At this point I know shimilin was a joke. I knew for a fact this movie was going to end on a twist. And I knew for a fact shamalan was going to be in an insignificant role. shimialan, being the grand-master of twist, should know that if you expect a twist, the twist won't be as good. Only a total retard would be surprised that everything in this movie is not as it seems. This movie is a real gem though. People who are sick of the violence of society, create a colony in the middle of the woods, secluded from the modern world. They don't want their children to go through the pain of growing up in that world. How do they keep all the people in this village? They dress up like monsters and KILL people who venture too far. Yeah that's what I do to protect my kids from violence. Then one guy gets damaged by the monster and needs medicine. The mystery unravels and someone goes out to the real world to get some modern medicine and blah blah blah I don't even remember how it ended. All I know is, it was long, the story is unfeasible and totally contrived. Instead of being called "The Village" it should be called "Contrived Excuse for a Lame Twist Ending." I guess the producers didn't think that would market well though.
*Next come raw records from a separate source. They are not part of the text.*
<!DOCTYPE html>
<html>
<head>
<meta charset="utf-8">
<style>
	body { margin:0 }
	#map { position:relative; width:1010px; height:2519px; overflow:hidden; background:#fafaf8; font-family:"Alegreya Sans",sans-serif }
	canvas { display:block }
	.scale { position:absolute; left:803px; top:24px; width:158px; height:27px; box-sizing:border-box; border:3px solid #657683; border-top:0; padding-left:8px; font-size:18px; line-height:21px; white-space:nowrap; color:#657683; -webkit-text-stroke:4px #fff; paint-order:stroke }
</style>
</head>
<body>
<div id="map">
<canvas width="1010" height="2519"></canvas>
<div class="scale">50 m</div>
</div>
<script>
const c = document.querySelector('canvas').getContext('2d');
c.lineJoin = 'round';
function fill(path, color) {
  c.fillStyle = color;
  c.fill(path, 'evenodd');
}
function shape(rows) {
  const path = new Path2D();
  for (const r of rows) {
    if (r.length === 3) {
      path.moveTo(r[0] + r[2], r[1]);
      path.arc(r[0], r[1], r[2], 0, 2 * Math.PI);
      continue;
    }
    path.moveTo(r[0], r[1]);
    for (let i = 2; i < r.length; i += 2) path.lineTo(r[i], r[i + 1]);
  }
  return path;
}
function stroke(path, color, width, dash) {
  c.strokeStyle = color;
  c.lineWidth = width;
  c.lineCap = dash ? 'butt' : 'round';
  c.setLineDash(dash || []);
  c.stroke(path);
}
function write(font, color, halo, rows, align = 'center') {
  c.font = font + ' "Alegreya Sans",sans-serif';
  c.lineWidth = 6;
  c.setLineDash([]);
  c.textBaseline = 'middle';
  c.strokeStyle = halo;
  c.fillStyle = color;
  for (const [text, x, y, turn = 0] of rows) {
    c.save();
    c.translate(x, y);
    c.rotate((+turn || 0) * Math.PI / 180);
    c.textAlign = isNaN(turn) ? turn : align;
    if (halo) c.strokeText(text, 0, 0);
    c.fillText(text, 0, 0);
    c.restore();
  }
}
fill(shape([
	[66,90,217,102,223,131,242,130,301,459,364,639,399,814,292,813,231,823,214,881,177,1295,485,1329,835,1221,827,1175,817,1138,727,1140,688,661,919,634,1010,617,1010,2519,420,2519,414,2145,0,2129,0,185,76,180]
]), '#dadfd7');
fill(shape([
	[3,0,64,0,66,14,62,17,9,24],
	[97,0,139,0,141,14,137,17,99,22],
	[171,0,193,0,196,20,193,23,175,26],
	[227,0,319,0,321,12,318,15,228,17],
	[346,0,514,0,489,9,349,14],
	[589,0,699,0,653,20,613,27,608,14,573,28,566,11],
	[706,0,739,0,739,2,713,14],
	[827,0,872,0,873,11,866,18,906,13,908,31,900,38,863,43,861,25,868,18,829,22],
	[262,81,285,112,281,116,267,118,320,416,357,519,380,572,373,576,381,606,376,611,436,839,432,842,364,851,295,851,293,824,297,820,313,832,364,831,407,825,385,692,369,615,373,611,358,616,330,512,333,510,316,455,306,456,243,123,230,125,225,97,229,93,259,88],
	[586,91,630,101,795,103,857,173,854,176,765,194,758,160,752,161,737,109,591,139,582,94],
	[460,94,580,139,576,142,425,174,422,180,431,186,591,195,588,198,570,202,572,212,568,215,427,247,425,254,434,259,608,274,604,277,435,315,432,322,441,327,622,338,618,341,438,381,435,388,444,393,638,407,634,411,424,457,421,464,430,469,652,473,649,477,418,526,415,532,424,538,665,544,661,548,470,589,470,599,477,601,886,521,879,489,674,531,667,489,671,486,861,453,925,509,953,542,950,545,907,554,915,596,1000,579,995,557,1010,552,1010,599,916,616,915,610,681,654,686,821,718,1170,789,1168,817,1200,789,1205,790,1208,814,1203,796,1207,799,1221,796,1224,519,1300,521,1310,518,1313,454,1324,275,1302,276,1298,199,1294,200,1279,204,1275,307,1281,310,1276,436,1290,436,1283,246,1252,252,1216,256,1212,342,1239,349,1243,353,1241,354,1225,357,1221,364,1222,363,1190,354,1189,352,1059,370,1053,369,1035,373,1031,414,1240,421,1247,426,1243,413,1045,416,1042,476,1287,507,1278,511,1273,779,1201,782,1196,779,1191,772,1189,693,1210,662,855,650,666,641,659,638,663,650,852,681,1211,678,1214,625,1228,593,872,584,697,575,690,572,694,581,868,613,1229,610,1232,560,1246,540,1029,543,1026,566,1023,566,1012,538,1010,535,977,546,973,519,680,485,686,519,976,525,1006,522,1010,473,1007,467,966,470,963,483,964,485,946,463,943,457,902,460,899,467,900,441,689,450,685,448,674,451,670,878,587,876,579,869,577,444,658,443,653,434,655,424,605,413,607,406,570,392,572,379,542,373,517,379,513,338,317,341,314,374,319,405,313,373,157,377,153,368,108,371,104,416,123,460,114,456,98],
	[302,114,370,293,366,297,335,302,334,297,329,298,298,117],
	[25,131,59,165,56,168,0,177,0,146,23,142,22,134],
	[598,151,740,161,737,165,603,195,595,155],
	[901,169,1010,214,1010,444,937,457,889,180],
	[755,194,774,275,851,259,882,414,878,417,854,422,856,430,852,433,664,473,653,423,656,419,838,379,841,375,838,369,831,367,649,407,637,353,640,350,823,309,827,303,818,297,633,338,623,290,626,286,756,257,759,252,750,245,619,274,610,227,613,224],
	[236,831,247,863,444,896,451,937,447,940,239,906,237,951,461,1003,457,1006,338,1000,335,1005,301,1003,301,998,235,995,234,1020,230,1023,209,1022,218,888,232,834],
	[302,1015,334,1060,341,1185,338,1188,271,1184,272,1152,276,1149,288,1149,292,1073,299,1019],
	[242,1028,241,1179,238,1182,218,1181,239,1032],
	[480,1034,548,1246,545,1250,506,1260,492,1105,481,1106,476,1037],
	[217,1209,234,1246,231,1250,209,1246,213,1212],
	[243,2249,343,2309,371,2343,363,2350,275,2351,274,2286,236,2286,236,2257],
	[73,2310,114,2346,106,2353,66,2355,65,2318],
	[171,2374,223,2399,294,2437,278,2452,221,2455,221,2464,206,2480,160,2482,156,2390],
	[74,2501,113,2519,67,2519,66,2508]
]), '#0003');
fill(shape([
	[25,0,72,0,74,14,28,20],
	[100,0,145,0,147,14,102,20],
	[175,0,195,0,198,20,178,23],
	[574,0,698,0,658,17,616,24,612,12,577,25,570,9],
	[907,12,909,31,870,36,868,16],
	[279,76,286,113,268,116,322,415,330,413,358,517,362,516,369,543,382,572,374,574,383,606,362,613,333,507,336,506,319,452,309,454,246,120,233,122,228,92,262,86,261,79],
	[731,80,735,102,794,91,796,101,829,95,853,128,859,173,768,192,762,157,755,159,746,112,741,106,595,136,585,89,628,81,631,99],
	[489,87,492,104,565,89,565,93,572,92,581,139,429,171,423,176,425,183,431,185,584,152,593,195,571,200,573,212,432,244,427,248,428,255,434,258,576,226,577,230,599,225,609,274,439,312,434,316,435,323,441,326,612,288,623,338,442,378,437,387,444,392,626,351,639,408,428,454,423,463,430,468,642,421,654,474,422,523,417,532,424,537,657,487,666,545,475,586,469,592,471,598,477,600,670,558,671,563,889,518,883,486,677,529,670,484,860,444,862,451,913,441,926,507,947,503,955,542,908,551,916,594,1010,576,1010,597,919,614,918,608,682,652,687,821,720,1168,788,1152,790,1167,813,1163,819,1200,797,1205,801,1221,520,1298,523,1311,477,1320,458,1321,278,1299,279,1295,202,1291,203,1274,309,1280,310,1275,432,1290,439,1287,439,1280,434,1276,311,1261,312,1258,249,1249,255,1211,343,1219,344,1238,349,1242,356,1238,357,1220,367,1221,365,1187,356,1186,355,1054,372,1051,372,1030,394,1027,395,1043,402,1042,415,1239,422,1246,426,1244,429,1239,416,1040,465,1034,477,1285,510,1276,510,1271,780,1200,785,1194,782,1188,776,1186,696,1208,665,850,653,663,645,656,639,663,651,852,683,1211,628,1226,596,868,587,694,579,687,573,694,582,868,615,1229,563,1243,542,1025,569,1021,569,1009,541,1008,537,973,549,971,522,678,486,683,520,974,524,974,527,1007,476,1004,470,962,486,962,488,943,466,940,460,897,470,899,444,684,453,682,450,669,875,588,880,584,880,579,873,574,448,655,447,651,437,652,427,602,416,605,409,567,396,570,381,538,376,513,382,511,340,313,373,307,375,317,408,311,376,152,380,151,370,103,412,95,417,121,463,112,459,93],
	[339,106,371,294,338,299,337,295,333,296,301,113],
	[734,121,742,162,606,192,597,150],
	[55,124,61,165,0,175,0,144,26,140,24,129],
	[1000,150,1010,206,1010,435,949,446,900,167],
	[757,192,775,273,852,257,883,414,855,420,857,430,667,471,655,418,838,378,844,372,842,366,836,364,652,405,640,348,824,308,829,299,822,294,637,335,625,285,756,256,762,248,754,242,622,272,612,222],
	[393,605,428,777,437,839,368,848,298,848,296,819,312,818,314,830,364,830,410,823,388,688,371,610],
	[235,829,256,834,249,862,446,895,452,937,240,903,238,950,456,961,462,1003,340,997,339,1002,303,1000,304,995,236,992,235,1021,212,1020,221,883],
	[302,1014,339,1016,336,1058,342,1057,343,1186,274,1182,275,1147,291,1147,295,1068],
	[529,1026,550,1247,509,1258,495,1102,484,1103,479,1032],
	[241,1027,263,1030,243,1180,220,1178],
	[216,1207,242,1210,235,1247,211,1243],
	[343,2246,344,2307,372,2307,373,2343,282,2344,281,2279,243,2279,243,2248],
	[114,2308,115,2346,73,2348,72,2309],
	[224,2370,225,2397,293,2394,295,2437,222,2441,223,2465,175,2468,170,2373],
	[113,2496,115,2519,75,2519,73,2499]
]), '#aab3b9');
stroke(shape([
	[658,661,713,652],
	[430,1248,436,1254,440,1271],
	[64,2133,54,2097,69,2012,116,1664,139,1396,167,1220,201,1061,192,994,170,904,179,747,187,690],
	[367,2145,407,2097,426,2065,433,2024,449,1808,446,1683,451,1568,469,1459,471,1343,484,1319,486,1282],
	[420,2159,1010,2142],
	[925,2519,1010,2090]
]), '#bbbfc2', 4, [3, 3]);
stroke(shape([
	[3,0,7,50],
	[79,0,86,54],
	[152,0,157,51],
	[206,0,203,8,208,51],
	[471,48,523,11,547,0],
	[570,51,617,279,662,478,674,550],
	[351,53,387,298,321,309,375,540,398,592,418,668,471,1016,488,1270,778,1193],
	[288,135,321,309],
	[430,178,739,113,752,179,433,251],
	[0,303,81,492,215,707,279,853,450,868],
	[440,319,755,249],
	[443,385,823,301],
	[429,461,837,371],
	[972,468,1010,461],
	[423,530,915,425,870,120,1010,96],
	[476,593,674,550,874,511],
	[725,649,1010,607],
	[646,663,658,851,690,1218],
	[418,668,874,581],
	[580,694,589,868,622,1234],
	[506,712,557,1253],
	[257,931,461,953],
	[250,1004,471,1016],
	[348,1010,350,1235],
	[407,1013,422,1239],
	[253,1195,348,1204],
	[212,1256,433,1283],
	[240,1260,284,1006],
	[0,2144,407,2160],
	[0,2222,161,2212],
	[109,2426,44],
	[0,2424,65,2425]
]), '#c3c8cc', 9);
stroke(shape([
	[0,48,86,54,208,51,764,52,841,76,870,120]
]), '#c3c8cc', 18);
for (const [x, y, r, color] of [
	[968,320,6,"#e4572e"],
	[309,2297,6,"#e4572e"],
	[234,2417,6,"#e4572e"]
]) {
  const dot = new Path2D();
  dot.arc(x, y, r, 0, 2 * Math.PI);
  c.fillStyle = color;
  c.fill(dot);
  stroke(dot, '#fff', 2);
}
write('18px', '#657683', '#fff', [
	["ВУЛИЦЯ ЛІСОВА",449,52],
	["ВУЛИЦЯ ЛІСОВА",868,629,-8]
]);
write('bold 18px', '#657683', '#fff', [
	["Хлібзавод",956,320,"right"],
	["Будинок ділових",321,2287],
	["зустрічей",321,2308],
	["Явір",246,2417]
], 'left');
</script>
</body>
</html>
Now he makes "Lady in the Water." I haven't seen it, but you want my prediction? Well of course the movie will end with a twist. The "Lady in the Water" is not what she seems (if she is bad, she is really good, or if she is good, she is really bad.) shymolon will play a stupid little role out of vanity. The movie will seem a lot longer than it is, and it will be bad.

He could have been "the writer of Sixth Sense" but instead he is going to invent his own genre "B Twist Movies." Dumbass.

1 Comments:

Blogger kara said...

I want to go see Lady in the Water with you and Lisa, so we can all laugh together.

I can't believe it's not a torrent yet.